Thanks a ton Nigel. I'll be chasing that down a bit - don't know if
I'll have any luck tho . . .
Later
Konrad
On Wed, 2003-07-16 at 16:34, Nigel Metheringham wrote:
> On Tue, 2003-07-15 at 15:49, Konrad Michels wrote:
> > However, my client has a requirement for pop3 access for lusers to get
> > their mail, and worse still he wants people to be able to share a
> > mailbox, similar to the way BT and Demon do mailbox sharing: ie you
> > login with you entire e-mail address as the user name, using a common
> > password. The user then sees only the mail addressed to them, despite
> > the fact that in reality those mails are mixed in amongst dozens of
> > other people's mails. There is one admin user per mailbox who can read
> > everyone's mail.
>
> Its interesting to watch people screaming about this one... I have
> actually done it myself for a specific type of application.
>
> Freeserve, and other free ISPs in the UK, gave out a domain per customer
> - say customername.freeserve.co.uk. They used
> customername.freeserve.co.uk as their login name (with a password they
> specified at signup time, and all mail to any local part
> @customername.freeserve.co.uk went into a single mailbox. For the
> clueful there were envelope-to: headers to allow you to split mailboxes
> into different local parts.
>
> However we added another wrinkle to it - based on an idea used
> previously by Demon, but enhanced somewhat by us.
>
> If you set your pop username to be fred@???

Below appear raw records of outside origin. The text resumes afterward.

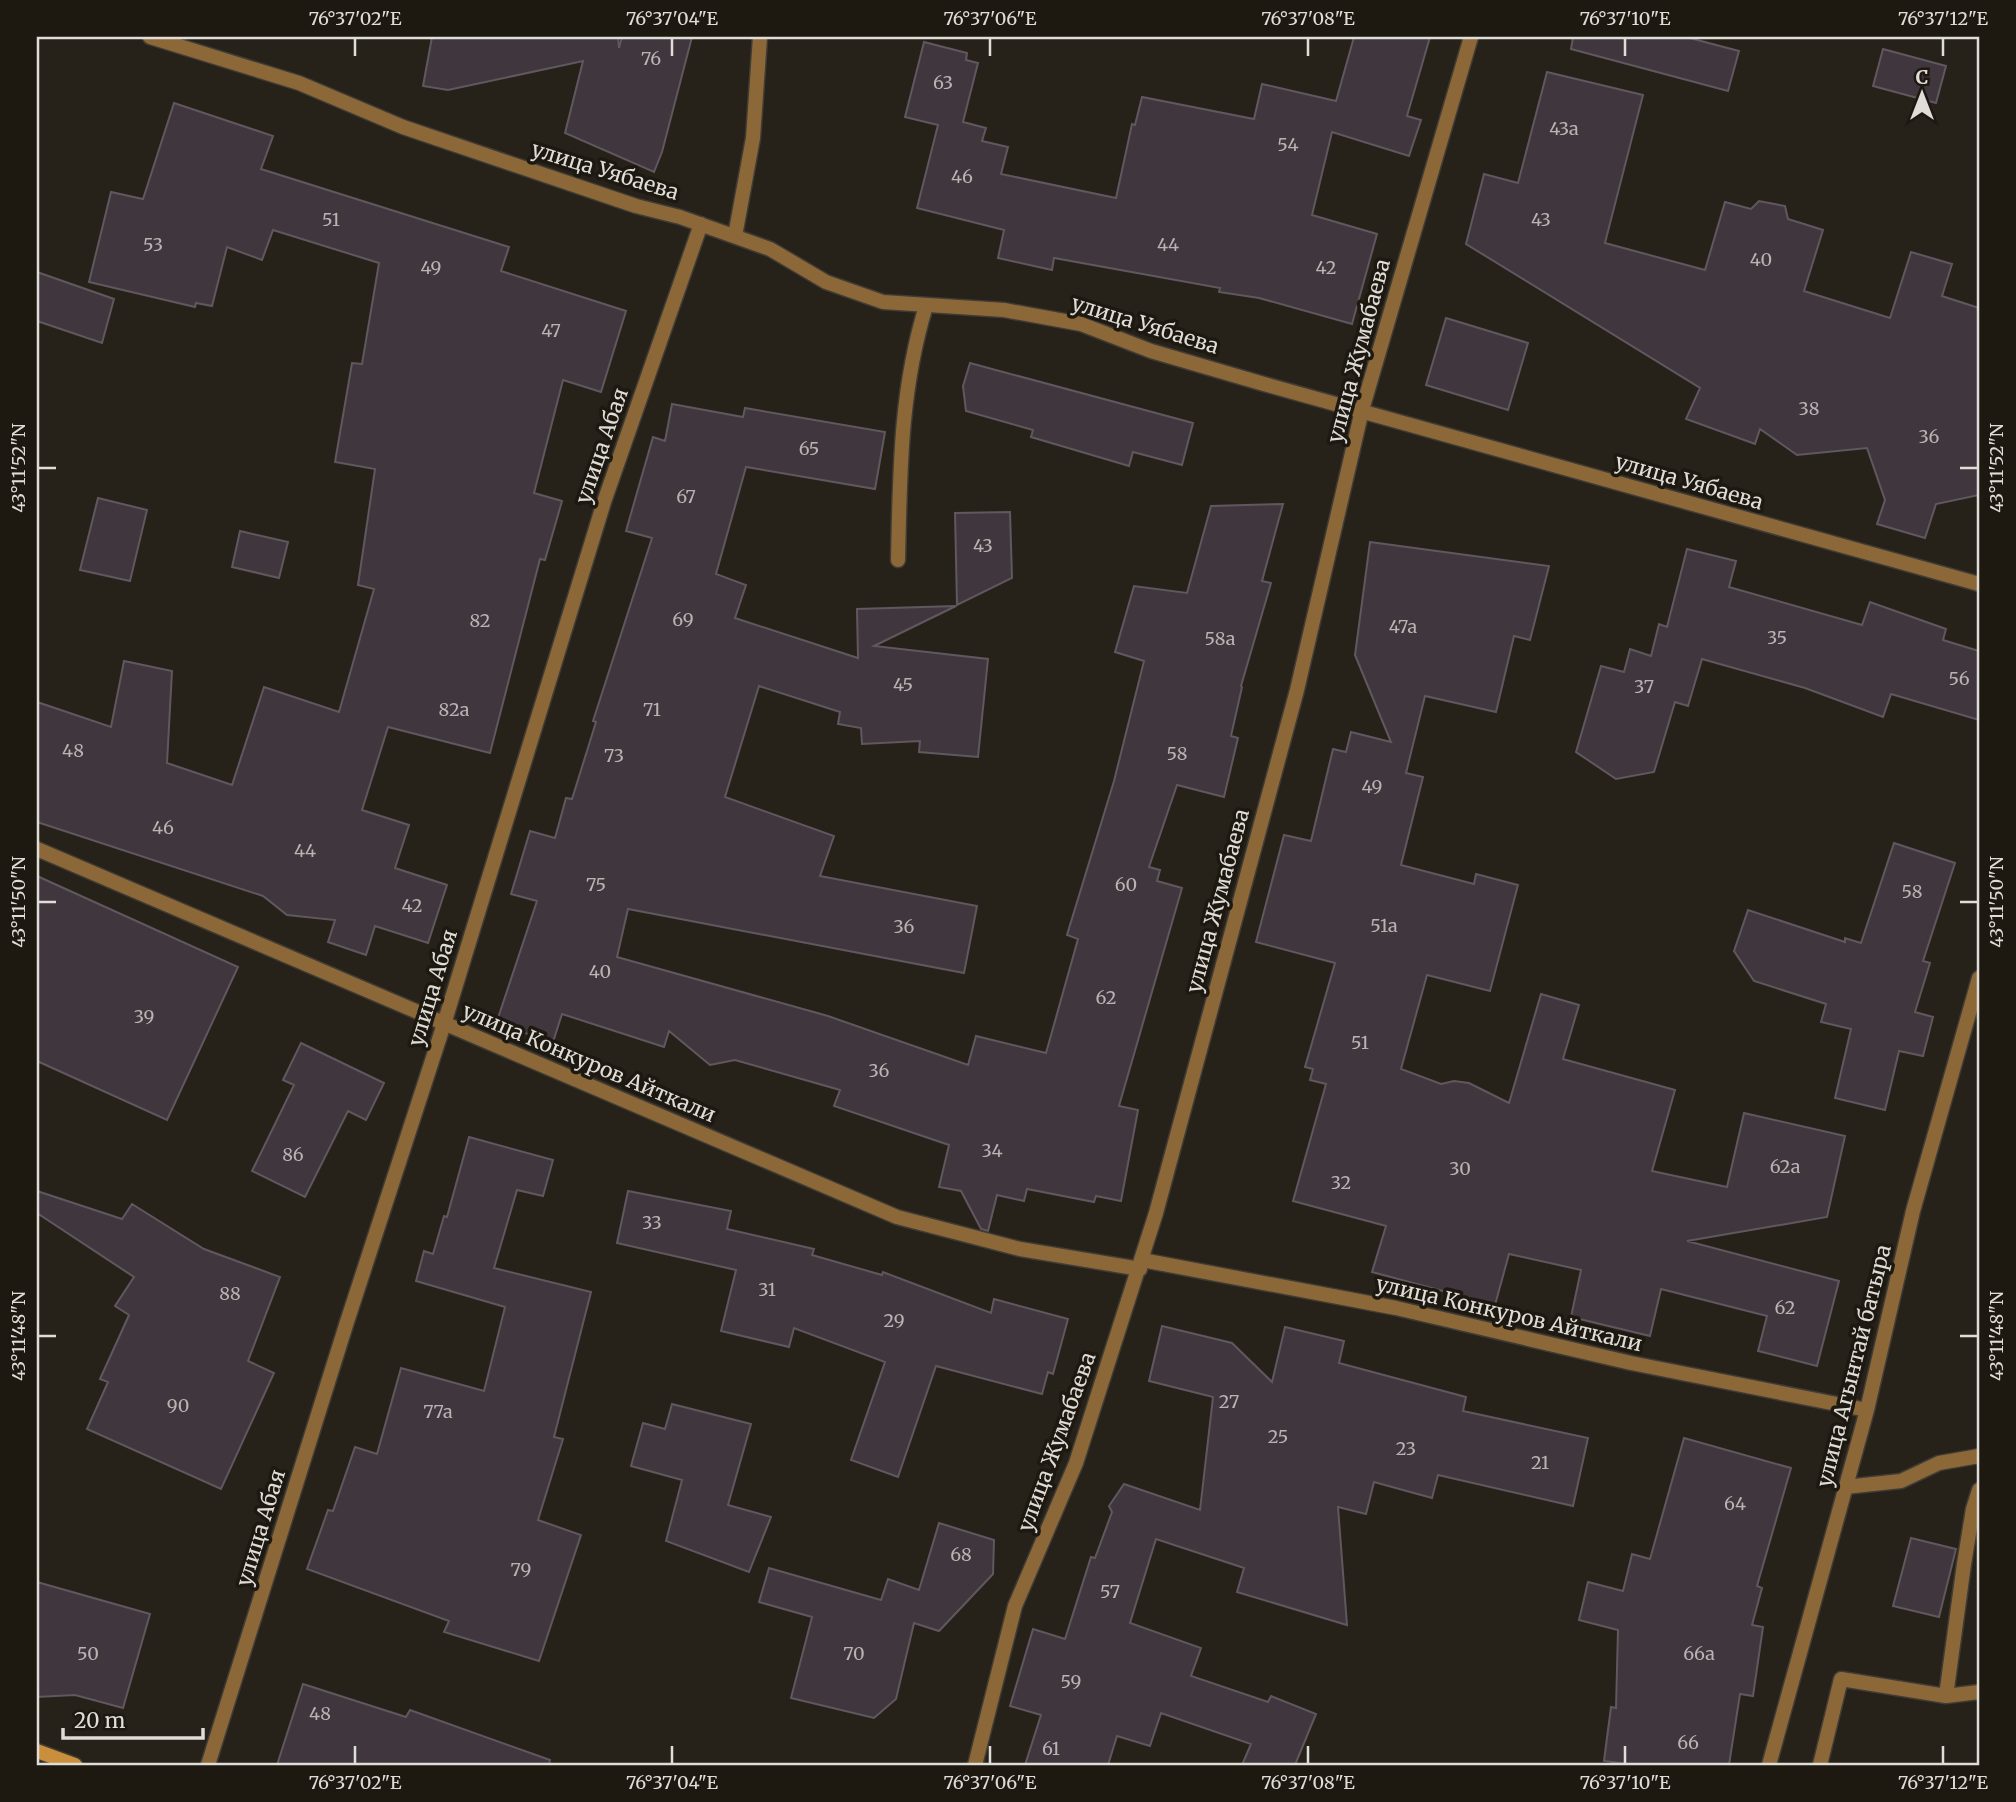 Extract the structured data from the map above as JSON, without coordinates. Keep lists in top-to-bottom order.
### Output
{
  "streets": {
    "street": [
      "улица Уябаева",
      "улица Жумабаева",
      "улица Абая",
      "улица Конкуров Айткали",
      "улица Агынтай батыра"
    ]
  },
  "crossings": [
    ["улица Уябаева", "улица Жумабаева"],
    ["улица Уябаева", "улица Абая"],
    ["улица Жумабаева", "улица Конкуров Айткали"],
    ["улица Абая", "улица Конкуров Айткали"],
    ["улица Конкуров Айткали", "улица Агынтай батыра"]
  ],
  "house_numbers": [
    "76",
    "63",
    "43а",
    "54",
    "46",
    "51",
    "43",
    "53",
    "44",
    "40",
    "49",
    "42",
    "47",
    "38",
    "36",
    "65",
    "67",
    "43",
    "69",
    "82",
    "47а",
    "35",
    "58а",
    "56",
    "45",
    "37",
    "82а",
    "71",
    "48",
    "58",
    "73",
    "49",
    "46",
    "44",
    "75",
    "60",
    "58",
    "42",
    "51а",
    "36",
    "40",
    "62",
    "39",
    "51",
    "36",
    "34",
    "86",
    "62а",
    "30",
    "32",
    "33",
    "31",
    "88",
    "62",
    "29",
    "27",
    "90",
    "77а",
    "25",
    "23",
    "21",
    "64",
    "68",
    "79",
    "57",
    "50",
    "70",
    "66а",
    "59",
    "48",
    "66",
    "61"
  ],
  "scale_bar": "20 m",
  "north": "top",
  "coordinates": [
    "76°37'02\"E",
    "76°37'04\"E",
    "76°37'06\"E",
    "76°37'08\"E",
    "76°37'10\"E",
    "76°37'12\"E",
    "43°11'52\"N",
    "43°11'50\"N",
    "43°11'48\"N"
  ]
}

> then the pop daemon filtered the view of the mailbox so you only saw
> mail delivered to local part "fred".
>
> There were some other wrinkles - you could actually put a form of
> expression - including negatives - in the selector, so you could look
> separately for messages addressed to fred, jim & bob and then select all
> messages for any local parts *other* than red, jim or bob.
>
> The implementation was handled in 3 parts.
>
> First, when exim delivered mail (into a Maildir) it used the maildir tag
> functionality to add a lowercased local part to the file name.
>
> Second, the qmail pop user part (which handled authentication only - the
> real popper is forked off after authentication) added an environment
> variable with anything before an @ or : in the username, and only used
> the later part for the authentication.
>
> Third the qmail pop handler had some code in that parsed the selector
> string and modified the directory scan to select or ignore stuff
> appropriately.
>
> The down side is I did not release that code whilst at Planet/Energis,
> and I have no idea if you have any chance of obtaining code from them.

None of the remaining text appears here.